[Opening Listed records section]

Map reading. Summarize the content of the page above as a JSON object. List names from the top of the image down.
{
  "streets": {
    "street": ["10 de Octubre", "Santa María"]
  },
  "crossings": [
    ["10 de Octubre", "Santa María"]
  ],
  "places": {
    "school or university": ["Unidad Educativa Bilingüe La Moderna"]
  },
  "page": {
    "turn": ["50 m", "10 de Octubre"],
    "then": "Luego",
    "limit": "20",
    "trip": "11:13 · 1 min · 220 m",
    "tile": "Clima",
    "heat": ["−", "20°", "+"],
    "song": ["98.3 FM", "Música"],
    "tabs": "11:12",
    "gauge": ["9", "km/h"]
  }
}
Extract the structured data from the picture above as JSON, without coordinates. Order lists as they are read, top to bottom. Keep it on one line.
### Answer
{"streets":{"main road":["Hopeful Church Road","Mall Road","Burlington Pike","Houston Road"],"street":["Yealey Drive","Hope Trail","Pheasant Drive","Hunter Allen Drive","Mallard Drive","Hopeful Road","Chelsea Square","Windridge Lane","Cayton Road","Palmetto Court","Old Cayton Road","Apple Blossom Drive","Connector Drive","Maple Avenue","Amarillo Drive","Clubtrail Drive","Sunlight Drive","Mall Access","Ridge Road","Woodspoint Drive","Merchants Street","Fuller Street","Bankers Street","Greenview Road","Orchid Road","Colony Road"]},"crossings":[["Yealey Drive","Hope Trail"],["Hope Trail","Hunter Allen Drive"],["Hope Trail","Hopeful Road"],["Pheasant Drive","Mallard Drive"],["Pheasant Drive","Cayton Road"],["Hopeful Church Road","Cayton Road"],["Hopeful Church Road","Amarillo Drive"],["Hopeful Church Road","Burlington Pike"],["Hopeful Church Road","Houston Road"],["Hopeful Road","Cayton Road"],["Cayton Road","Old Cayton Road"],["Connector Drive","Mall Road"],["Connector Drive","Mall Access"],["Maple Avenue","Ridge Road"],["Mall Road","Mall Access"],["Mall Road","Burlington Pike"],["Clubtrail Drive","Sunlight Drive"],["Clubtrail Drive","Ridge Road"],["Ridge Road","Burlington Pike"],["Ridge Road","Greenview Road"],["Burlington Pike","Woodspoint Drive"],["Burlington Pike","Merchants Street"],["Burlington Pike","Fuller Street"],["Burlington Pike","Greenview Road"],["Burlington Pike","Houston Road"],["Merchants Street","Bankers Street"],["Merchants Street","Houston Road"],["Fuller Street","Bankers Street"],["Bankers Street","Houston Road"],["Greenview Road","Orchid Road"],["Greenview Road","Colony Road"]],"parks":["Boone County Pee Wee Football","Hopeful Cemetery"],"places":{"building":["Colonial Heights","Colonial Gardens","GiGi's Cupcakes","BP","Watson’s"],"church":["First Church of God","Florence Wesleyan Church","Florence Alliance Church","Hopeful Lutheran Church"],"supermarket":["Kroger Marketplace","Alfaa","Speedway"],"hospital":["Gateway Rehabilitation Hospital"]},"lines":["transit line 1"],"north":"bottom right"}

[Closing Listed records section]

Scan the data for the string "page" and copy each line in which it occurs.

* Result of this exercise
Map reading. Summarize the content of the page above as a JSON object. List names from the top of the image down.
  "page": {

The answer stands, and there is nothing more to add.